Congo – The DRC government might finally be able to undo some wrongdoing to its reputation as recent comments by politicians, show some positive outcomes towards the ongoing ‘Congo Holdup’ scandal.
In 2007, two Chinese companies had made big promises in return for the acquisition of a lucrative 68 percent stake in two copper and cobalt mines in the Katanga province. The two companies were supposed to help resurrect Democratic Republic of Congo’s (DRC) infrastructure.
But not many things happened. As a result, a bigger investigation was started to see where was the money really going. What was then found out was that there was foul play at hand, by banks involved.
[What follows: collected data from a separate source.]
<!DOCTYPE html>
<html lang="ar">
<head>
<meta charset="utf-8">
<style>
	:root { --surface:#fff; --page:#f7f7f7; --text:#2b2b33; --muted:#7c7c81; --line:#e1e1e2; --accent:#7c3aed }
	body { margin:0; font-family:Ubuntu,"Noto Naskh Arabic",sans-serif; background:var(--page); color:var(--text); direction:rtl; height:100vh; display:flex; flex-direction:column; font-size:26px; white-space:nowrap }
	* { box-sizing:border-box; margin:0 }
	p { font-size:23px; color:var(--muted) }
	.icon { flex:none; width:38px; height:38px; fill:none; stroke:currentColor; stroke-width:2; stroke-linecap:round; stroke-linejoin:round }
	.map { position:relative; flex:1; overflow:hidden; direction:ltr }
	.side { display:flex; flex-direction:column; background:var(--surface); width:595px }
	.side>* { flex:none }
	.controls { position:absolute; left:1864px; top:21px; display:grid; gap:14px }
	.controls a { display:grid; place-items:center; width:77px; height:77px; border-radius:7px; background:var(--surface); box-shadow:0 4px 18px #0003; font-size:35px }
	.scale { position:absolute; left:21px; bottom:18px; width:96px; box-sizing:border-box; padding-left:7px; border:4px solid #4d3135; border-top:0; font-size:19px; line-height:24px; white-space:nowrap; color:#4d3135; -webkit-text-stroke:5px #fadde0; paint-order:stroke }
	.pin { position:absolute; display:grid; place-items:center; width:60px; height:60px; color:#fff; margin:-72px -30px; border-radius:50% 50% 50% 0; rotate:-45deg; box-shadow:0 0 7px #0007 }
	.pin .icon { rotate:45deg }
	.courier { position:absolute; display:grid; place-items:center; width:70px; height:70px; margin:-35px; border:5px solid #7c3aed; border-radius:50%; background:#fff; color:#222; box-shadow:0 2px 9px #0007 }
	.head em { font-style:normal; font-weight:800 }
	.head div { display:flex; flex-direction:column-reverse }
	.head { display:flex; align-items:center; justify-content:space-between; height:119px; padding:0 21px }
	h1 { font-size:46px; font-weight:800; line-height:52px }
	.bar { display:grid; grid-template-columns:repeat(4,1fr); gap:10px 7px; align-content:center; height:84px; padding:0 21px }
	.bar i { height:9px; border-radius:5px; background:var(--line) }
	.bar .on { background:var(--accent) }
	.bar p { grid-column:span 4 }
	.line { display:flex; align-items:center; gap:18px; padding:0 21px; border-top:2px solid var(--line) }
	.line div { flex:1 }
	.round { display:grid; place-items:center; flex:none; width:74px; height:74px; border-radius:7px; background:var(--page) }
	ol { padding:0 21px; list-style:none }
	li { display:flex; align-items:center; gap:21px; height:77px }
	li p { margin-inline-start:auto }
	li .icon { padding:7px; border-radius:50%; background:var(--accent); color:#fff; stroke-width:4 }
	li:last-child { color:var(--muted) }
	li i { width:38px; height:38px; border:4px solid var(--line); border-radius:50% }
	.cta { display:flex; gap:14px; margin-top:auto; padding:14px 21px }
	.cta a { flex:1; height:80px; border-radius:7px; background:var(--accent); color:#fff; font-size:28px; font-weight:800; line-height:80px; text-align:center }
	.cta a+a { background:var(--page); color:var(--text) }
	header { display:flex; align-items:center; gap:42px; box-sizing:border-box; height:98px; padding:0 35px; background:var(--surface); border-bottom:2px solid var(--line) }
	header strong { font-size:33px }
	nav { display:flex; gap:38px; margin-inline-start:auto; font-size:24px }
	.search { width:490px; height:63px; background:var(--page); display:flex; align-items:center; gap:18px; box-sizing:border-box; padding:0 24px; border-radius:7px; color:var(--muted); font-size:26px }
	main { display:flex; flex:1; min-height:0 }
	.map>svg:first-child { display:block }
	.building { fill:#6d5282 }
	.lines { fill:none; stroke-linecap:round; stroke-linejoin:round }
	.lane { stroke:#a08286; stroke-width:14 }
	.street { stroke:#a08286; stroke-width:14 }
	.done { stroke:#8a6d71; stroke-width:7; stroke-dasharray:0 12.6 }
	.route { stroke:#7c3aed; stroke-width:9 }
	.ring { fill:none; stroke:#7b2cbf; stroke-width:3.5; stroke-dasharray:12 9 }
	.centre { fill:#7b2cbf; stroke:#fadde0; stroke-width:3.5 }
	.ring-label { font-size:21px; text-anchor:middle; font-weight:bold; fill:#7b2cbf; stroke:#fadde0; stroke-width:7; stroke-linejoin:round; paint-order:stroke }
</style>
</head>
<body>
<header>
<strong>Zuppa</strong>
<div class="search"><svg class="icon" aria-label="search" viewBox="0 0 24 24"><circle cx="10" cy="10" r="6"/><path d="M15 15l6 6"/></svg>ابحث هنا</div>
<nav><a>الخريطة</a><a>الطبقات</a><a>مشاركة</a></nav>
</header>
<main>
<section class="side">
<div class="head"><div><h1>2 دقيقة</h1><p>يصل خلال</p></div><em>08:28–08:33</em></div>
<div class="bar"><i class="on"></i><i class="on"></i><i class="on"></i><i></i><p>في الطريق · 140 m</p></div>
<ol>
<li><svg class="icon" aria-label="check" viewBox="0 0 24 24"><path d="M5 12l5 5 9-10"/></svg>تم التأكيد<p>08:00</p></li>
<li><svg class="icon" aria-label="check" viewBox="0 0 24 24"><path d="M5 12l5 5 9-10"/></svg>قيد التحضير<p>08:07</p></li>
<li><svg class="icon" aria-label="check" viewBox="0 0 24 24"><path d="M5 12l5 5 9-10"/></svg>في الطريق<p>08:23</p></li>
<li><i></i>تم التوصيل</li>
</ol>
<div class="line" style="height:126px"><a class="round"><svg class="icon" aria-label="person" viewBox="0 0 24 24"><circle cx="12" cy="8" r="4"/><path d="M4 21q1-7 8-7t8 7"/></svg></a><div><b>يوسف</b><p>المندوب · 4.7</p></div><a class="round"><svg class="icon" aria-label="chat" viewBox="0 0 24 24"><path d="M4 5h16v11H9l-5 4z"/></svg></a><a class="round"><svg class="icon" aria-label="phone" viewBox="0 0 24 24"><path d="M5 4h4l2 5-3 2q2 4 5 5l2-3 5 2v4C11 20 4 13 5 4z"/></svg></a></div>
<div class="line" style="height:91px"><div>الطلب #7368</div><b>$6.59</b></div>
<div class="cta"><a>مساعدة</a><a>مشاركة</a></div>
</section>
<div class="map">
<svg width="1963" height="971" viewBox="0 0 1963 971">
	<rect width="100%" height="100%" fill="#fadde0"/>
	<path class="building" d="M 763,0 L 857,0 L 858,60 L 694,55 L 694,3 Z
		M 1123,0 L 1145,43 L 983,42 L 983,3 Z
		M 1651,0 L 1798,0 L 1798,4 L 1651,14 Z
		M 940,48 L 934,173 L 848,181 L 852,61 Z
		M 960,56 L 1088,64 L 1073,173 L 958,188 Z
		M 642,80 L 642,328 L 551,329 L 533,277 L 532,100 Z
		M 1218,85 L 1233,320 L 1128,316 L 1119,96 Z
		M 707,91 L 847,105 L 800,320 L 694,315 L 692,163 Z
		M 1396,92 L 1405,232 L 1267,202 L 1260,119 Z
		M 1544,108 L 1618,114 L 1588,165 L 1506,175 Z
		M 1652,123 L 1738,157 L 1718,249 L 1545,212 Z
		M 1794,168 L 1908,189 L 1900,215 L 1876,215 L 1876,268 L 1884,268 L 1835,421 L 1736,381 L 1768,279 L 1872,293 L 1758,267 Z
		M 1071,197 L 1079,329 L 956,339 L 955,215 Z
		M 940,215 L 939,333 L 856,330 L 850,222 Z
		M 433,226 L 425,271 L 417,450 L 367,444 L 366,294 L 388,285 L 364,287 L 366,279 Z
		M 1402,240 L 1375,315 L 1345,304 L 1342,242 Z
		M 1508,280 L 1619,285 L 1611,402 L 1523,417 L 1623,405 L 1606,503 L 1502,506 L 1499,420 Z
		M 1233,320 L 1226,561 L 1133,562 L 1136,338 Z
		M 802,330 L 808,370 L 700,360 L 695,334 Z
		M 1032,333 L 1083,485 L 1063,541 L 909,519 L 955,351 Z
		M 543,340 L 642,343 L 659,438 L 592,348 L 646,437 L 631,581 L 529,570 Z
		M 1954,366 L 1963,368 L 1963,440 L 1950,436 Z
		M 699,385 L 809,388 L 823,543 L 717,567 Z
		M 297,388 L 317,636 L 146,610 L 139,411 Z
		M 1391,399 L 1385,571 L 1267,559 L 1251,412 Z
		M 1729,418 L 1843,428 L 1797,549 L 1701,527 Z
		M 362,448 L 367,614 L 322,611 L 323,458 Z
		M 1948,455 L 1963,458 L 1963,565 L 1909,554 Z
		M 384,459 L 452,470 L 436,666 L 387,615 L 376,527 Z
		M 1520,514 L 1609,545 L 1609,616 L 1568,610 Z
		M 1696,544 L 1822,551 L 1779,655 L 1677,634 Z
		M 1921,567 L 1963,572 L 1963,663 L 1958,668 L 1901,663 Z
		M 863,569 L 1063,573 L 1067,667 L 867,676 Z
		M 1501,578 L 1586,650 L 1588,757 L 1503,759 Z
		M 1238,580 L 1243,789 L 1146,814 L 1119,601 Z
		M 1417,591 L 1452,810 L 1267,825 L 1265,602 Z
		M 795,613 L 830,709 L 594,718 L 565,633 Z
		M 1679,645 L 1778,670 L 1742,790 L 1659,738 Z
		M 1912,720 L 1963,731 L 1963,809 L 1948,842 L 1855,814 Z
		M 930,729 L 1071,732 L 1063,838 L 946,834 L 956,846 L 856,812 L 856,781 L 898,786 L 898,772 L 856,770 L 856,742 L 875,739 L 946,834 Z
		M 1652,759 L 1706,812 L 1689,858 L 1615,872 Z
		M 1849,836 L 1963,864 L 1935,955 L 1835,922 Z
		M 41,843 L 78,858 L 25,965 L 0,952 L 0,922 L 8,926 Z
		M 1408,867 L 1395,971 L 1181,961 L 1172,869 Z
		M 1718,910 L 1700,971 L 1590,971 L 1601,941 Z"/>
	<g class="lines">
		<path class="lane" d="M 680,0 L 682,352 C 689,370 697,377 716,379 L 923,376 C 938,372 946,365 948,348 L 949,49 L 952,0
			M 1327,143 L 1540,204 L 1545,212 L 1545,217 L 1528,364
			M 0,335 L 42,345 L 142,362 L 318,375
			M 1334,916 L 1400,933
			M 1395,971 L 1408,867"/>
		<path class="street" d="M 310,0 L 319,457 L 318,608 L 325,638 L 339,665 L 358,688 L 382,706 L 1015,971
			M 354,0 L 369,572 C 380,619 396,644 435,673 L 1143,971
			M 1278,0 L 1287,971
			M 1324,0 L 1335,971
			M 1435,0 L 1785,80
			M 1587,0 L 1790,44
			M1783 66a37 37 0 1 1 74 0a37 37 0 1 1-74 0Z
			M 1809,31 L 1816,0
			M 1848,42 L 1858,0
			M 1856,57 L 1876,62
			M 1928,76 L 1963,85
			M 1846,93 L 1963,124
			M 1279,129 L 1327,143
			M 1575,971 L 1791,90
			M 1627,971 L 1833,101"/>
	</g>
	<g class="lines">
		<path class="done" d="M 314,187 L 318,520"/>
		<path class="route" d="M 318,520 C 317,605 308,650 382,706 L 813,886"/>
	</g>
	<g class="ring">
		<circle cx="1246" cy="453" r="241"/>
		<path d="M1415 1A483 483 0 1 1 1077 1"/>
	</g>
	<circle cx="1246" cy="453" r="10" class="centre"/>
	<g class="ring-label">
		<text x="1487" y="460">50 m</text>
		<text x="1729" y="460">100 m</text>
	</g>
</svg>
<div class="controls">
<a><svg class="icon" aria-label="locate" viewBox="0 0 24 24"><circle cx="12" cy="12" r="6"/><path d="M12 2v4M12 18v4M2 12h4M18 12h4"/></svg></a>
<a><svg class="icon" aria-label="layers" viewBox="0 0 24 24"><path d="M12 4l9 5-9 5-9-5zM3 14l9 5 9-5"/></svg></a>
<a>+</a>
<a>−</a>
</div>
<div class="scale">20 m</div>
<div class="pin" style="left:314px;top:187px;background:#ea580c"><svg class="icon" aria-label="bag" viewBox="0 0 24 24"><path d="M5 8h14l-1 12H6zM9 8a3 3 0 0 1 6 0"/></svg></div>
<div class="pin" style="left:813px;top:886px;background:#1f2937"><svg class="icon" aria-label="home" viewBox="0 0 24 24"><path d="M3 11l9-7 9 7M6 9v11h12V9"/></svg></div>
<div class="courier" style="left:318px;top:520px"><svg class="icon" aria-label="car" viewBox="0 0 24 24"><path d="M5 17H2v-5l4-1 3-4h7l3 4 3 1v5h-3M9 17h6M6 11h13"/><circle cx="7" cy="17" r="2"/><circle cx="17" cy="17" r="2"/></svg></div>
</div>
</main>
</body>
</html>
Emails, bank statements, contracts, bills, and corporate records made up a whooping 3.5million internal documents that were apparently leaked from within Gabon-based BGFIBank Group’s DRC subsidiary. This was done in order to investigative journals Mediapart and the Platform to Protect Whistleblowers in Africa. The partners teamed up with investigators from 18 countries, working with 19 media outlets and five non-governmental organizations to spend six months trawling through the papers.
What has come out has been a mind-boggling revelation. Since November 19, President Joseph Kabila’s huge involvement has proven embezzlement of $138m of public funds between 2013 and 2018. The allegations include the theft of funds meant for Congolese soldiers taking part in peacekeeping operations, hidden in a complex web of corruption. To top it all, his family has also been involved in this act that has put the country to shame.
Funds were allegedly siphoned into the DRC subsidiary of BGFI from the Central Bank of the Congo, via companies owned by Kabila and his network, and withdrawn as cash in numerous multi-million-dollar withdrawals. As of now, DRC’s communications minister Patrick Muyaya has reassured that a detailed investigation launched will ensure that the government “does not stay on the sidelines in the light of such allegations.
” Further, DRC’s President Felix Tshisekedi has also called for a review of the mining contracts signed with China in 2008 by Joseph Kabila. He has further said that the deals have hampered development and only a fraction of the funds promised by the Chinese for infrastructure projects 13 years ago have been delivered. Earlier this year, Tshisekedi visited the mining town of Kolwezi, where he announced his intention to renegotiate existing mining deals.